Thomas F. Bertonneau writes:

Consider this from the CBS News website in respect of Christopher Lane:

Christopher Lane, who was visiting the town of Duncan where his girlfriend and her family live, had passed a home where the boys were staying and that apparently led to him being gunned down at random, Police Chief Danny Ford said Monday.

Notice the numerous verbal evasions (requiring the abandonment of anything like grammatical clarity) in the sentence.  The inevitable and totally mendacious qualification “at random” is, of course, one of them, but there are others, more outrageous.  The syntax of the iteration makes Lane’s having “passed a home where the boys were staying” the cause “that apparently led to him being gunned down.”  Forget gun-control, which is patently inadequate.  We need house-control because merely passing a house can lead to being gunned down.  As to “being gunned down” – it awkwardly elides the actual causality in the incident, which is that three conscienceless killers transitively and actively gunned down Lane.  That is not all.  What in God’s name is the adverb “apparently” doing in the sentence?  Was Lane “apparently” gunned down?  Did passing the house merely “apparently,” shall we say, “cause” Lane to be gunned down?
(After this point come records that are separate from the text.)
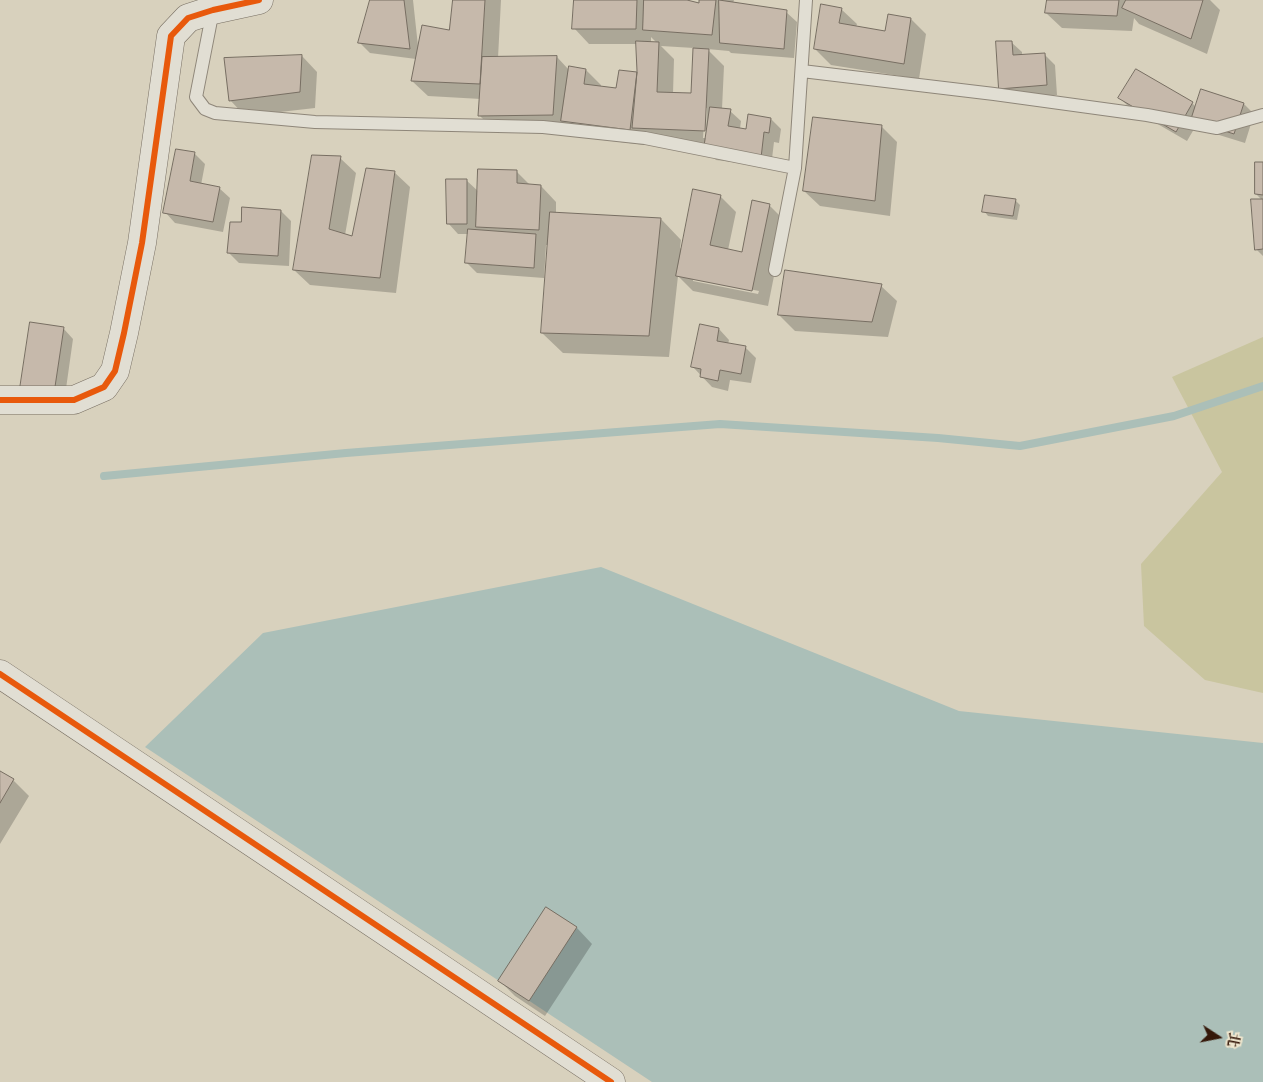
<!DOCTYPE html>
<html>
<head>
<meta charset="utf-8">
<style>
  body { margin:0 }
  #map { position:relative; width:1263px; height:1082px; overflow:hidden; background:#d8d1bd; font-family:"IM FELL Great Primer","Noto Serif TC",serif }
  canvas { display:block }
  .north { position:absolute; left:1193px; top:1012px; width:50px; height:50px; -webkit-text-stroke:4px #ede5cd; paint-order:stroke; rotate:101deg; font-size:14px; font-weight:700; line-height:20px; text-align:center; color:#351809 }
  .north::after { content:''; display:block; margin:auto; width:18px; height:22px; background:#351809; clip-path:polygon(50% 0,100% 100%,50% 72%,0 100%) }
</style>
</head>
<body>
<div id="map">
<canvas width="1263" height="1082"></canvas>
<div class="north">北</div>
</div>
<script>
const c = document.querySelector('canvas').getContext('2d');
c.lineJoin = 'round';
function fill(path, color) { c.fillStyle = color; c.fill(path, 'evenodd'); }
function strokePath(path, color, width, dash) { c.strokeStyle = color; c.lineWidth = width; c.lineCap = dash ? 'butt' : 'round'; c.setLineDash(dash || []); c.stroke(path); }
fill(new Path2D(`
  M1263 337V693L1205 680 1144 626 1141 564 1222 472 1172 377Z`), '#c9c59f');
fill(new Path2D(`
  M601 567 959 711 1263 743V1082H652L145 747 263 633Z`), '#abbfb8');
fill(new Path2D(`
  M372 0H413L418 46 450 31 454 0H501L498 58 557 57 569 70H586L601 85V88L618 90 620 71 638 74V44H589L574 28 575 0H682L700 5 701 0H734L733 3 786 12 797 22 794 58 731 53 729 51 707 49 724 66 722 109 730 111 741 121 740 129 747 130 771 119 781 129 779 143 774 142 771 167 716 160 705 149 646 140 645 145 578 137 569 127 495 131 479 115 481 99 428 96 412 81 416 59 370 53 360 43ZM651 37 657 43H651ZM661 46 694 48 692 95 673 94 674 59ZM705 108H707L706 138H703Z
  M1048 0H1210L1220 10 1207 54 1139 24 1134 18 1132 31 1062 28 1046 13Z
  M841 9 857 24 856 27 886 32 911 19 926 34 919 79 831 65 815 49Z
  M1011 42 1022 52V56L1044 54 1055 65 1057 95 1011 99 1000 88Z
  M302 56 317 72 315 108 245 116 230 100Z
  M1201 90 1244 104 1254 114 1245 143 1203 130 1197 124 1187 141 1130 108 1120 98 1192 103 1196 107Z
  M881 126 897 142 890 216 820 206 804 191Z
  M195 154 205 164 201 185 219 188 230 198 223 232 175 223 165 212Z
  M340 158 356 173 345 235 353 237 394 172 410 187 396 293 310 285 294 270Z
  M1263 164V256L1256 249 1262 200 1256 194Z
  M517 172 530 185 541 186 556 202V214L661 219 681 240 680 248 682 249 720 196 736 212 728 250 743 253 769 205 785 221 768 306 693 291 678 276 669 357 563 353 542 333 549 245H546L544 278 477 273 467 263 469 234H458L448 223 466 180 479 192ZM693 278 759 291 758 294 693 281Z
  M1015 200 1020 205 1017 220 988 216 984 211Z
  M281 211 291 221 289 266 239 263 229 253 242 224Z
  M881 286 897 301 888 337 795 331 779 315Z
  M31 323 63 328 73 339 63 410Z
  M719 329 729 340 728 344 745 347 756 358 751 383 730 380 728 391 712 387 693 367Z
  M0 772 13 780 29 796 0 844Z
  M547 908 577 928 592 944 545 1016 515 996 500 981Z`), '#0003');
strokePath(new Path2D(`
  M104 476 346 453 720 424 938 438 1020 446 1174 416 1263 386`), '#abbfb8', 8);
const building = new Path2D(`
  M370 0H404L410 49 358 43Z
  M453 0H485L480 84 411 81 422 25 449 30Z
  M574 0H637L636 29H572Z
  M644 0H687L699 3V0H716L712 35 643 30Z
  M719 0 787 10 784 49 720 43Z
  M1047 0H1119L1117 16 1045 13Z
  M1126 0H1203L1191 39 1122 8Z
  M821 4 842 8 839 23 885 31 888 14 911 18 904 64 814 49Z
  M636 41 659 42 657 92 691 93 693 48 709 49 705 131 632 128 637 72Z
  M996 41H1012L1013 55 1045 53 1047 85 999 89Z
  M302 55 300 92 229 101 224 58Z
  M557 56 553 115 478 116 482 57Z
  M569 66 586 69 584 84 616 88 619 70 637 72 630 130 561 121Z
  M1136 69 1193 102 1176 132 1118 98Z
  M1201 89 1244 103 1234 134 1191 120Z
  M710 107 731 109 728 126 746 129 748 114 771 118 769 133 764 132 761 158 704 149Z
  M813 117 882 125 875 201 803 191Z
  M176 149 195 152 190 181 220 187 213 222 163 213Z
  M312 155 341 156 329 229 352 236 366 168 395 171 380 278 293 270Z
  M1255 162H1263V195L1255 194Z
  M478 169 517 170V183L541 185 539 230 476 227Z
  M446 179H467V224H447Z
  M693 189 721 195 710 245 742 252 752 200 770 204 752 291 676 276Z
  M985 195 1016 199 1013 216 982 212Z
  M1251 199H1263V249L1255 250Z
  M242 207 281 210 278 256 227 253 230 222H241Z
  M550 212 661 218 649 336 541 333Z
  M468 229 536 234 534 268 465 263Z
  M785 270 882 284 872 322 778 315Z
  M30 322 64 327 53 400 19 395Z
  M700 324 719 328 717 341 746 346 741 374 720 370 718 381 700 377 701 369 691 367Z
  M0 771 14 779 0 803Z
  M546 907 577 927 529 1001 498 981Z`);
fill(building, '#c6b9ab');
strokePath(building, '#776e62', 1);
const lane = new Path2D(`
  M213 10 196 97 205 109 215 113 315 122 543 127 645 138 795 168
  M802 71 994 94 1147 115 1217 128 1263 115
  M775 270 795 168 806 0`);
const secondary = new Path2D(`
  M0 400H74L104 387 115 371 124 333 142 243 171 36 188 18 213 10 259 0
  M0 674 611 1082`);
strokePath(lane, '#8e8679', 14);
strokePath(secondary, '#776e62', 29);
strokePath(lane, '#e1ded3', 12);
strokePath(secondary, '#e1ded3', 28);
strokePath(new Path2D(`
  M0 400H74L104 387 115 371 124 333 142 243 171 36 188 18 213 10 259 0
  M0 674 611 1082`), '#e8590c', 6);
</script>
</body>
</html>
We might conclude that CBS News apparently hires reporters who passed freshman composition and that Danny Ford is apparently the Chief of Police of Duncan, Oklahoma.

Laura writes:

We must add another rule to John Derbyshire’s “The Talk:”

Do not pass homes in which blacks live.

Mr. Bertonneau adds:

Can there possibly be more?  But there is.  Notice that the attribution to the Chief of Police is not a quotation, but a paraphrase.  I suppose that a contemporary Chief of Police might say something that garbled, but it is equally likely that the reporter garbled it even more in trying to represent the event in as politically correct a manner as possible.  What did “Danny,” the Police Chief, actually say?  We are left guessing.  And then there’s the reference to a “home”: Not, mind you, a house, but a “home,” as the sentence adds, “where the boys were staying.”  How is a “home” different from a house?  A house is structure for family living, in which normatively a family dwells.  A “home” is a much more ambiguous term.  A family can make a “home” (usually in a house), but a “home” can also be a non-family facility, as in a home for the elderly or a home for wayward youth.  What about the phrase, “were staying.”  What does that mean?  Did the “boys” actually live there, or were they only temporary or transient residents?  We are left guessing.

We are confronted with a linguistic paradox.  A person has to expend a good deal of effort to be that shoddy in his language and (“apparently”) in his thinking.

 Laura writes:

Interesting. The reporter is apparently so intent on softening this news that instead of “house,” he  refers to “home,” a word that always and everywhere is comforting.